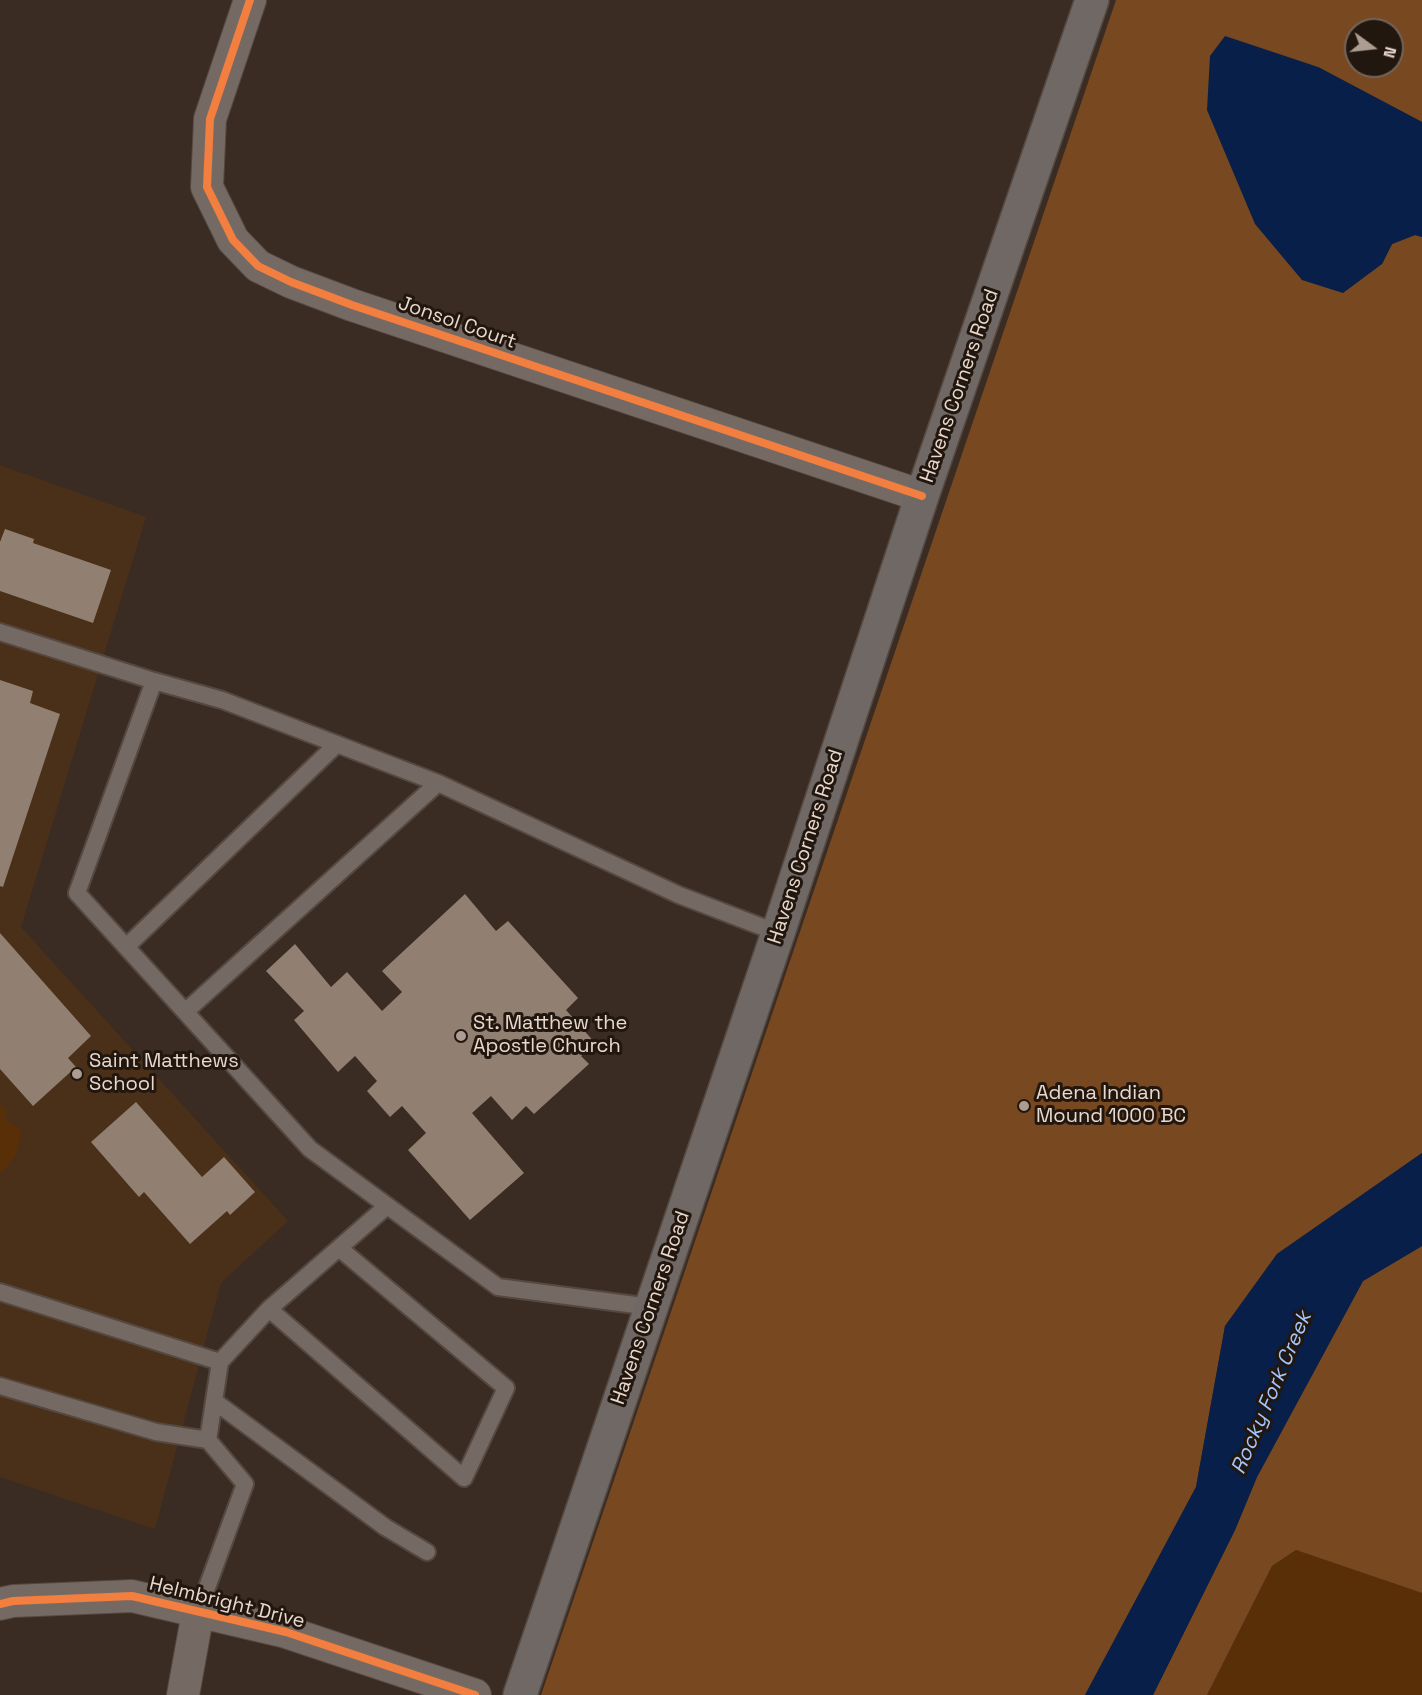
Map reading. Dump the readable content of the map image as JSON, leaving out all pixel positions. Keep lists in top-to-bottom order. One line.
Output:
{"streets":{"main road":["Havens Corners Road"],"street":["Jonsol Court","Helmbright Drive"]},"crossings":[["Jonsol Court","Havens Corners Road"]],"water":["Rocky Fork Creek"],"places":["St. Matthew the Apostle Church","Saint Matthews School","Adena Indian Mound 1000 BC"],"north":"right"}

> **EXERCISE BRIEF**:
Without including any image, reproduce the full listing above as written.

> **SOLUTION TO THIS TASK**:
Map reading. Dump the readable content of the map image as JSON, leaving out all pixel positions. Keep lists in top-to-bottom order. One line.
Output:
{"streets":{"main road":["Havens Corners Road"],"street":["Jonsol Court","Helmbright Drive"]},"crossings":[["Jonsol Court","Havens Corners Road"]],"water":["Rocky Fork Creek"],"places":["St. Matthew the Apostle Church","Saint Matthews School","Adena Indian Mound 1000 BC"],"north":"right"}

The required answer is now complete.